▶ [What to produce]: Repeat the data in full. No line may differ from the original.

▶ [Saved entries]:
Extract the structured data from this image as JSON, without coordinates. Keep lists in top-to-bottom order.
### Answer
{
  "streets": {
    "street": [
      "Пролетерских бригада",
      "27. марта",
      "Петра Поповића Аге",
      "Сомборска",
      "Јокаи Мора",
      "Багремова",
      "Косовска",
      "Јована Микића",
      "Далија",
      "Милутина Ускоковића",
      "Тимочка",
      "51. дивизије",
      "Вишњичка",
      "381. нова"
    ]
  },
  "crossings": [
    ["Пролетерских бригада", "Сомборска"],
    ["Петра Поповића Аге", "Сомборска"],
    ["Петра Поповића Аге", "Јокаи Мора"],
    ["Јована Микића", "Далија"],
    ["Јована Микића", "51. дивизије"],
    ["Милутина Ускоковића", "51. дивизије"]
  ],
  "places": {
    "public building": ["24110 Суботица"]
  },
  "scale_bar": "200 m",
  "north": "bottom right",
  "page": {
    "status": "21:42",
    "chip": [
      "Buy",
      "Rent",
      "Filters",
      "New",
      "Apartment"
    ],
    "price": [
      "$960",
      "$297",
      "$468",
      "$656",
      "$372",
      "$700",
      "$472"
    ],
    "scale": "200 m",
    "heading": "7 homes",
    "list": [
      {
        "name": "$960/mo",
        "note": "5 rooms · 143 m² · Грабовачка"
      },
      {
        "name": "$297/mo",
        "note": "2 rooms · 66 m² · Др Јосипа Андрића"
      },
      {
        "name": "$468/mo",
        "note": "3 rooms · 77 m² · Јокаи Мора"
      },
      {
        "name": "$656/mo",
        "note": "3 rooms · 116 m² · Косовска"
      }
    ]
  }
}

▶ [Reply to the exercise]:
Extract the structured data from this image as JSON, without coordinates. Keep lists in top-to-bottom order.
### Answer
{
  "streets": {
    "street": [
      "Пролетерских бригада",
      "27. марта",
      "Петра Поповића Аге",
      "Сомборска",
      "Јокаи Мора",
      "Багремова",
      "Косовска",
      "Јована Микића",
      "Далија",
      "Милутина Ускоковића",
      "Тимочка",
      "51. дивизије",
      "Вишњичка",
      "381. нова"
    ]
  },
  "crossings": [
    ["Пролетерских бригада", "Сомборска"],
    ["Петра Поповића Аге", "Сомборска"],
    ["Петра Поповића Аге", "Јокаи Мора"],
    ["Јована Микића", "Далија"],
    ["Јована Микића", "51. дивизије"],
    ["Милутина Ускоковића", "51. дивизије"]
  ],
  "places": {
    "public building": ["24110 Суботица"]
  },
  "scale_bar": "200 m",
  "north": "bottom right",
  "page": {
    "status": "21:42",
    "chip": [
      "Buy",
      "Rent",
      "Filters",
      "New",
      "Apartment"
    ],
    "price": [
      "$960",
      "$297",
      "$468",
      "$656",
      "$372",
      "$700",
      "$472"
    ],
    "scale": "200 m",
    "heading": "7 homes",
    "list": [
      {
        "name": "$960/mo",
        "note": "5 rooms · 143 m² · Грабовачка"
      },
      {
        "name": "$297/mo",
        "note": "2 rooms · 66 m² · Др Јосипа Андрића"
      },
      {
        "name": "$468/mo",
        "note": "3 rooms · 77 m² · Јокаи Мора"
      },
      {
        "name": "$656/mo",
        "note": "3 rooms · 116 m² · Косовска"
      }
    ]
  }
}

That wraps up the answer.